# Exercise instructions
All of the entries, apart from their pictures, are to be copied verbatim.

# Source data
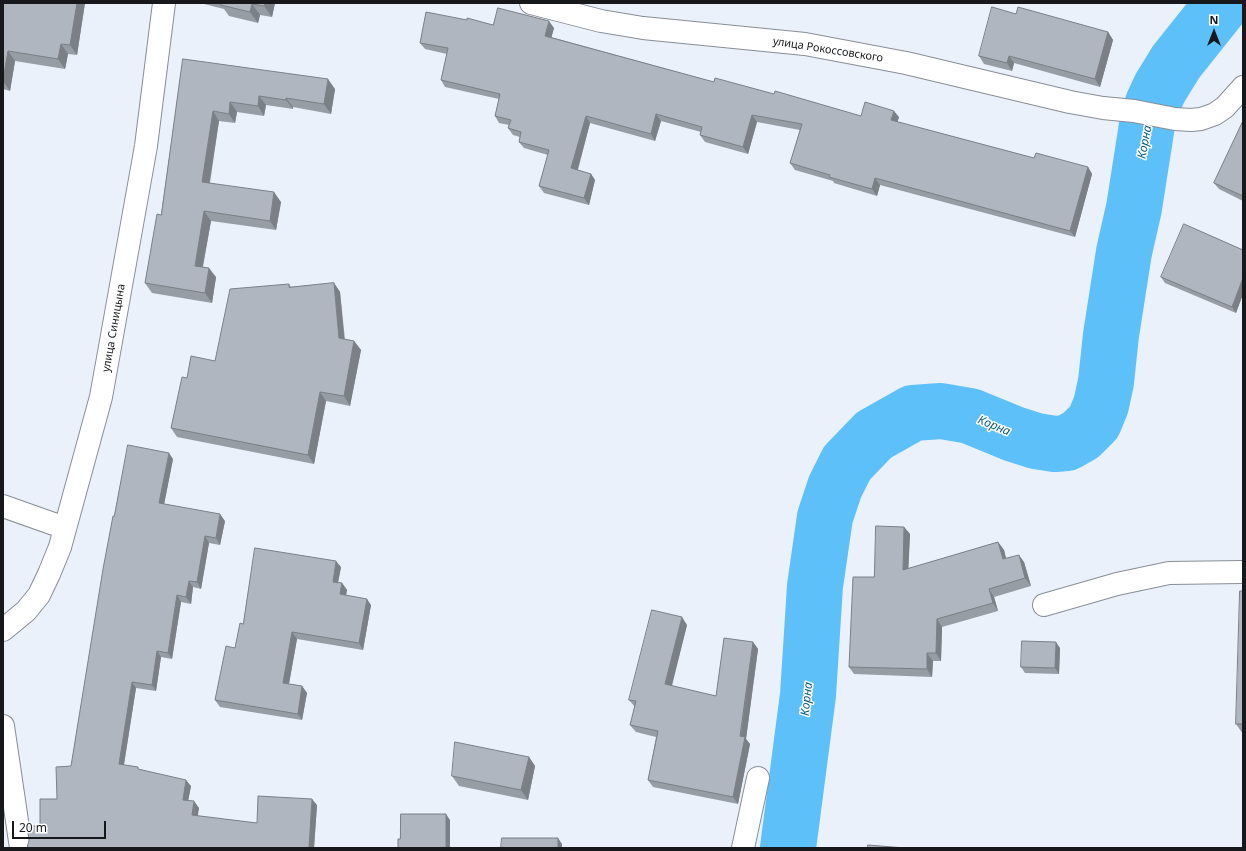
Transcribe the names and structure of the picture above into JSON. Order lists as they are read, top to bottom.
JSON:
{
  "streets": {
    "street": ["улица Рокоссовского", "улица Синицына"]
  },
  "water": ["Корна"],
  "scale_bar": "20 m",
  "north": "top"
}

# Result for this task
Transcribe the names and structure of the picture above into JSON. Order lists as they are read, top to bottom.
JSON:
{
  "streets": {
    "street": ["улица Рокоссовского", "улица Синицына"]
  },
  "water": ["Корна"],
  "scale_bar": "20 m",
  "north": "top"
}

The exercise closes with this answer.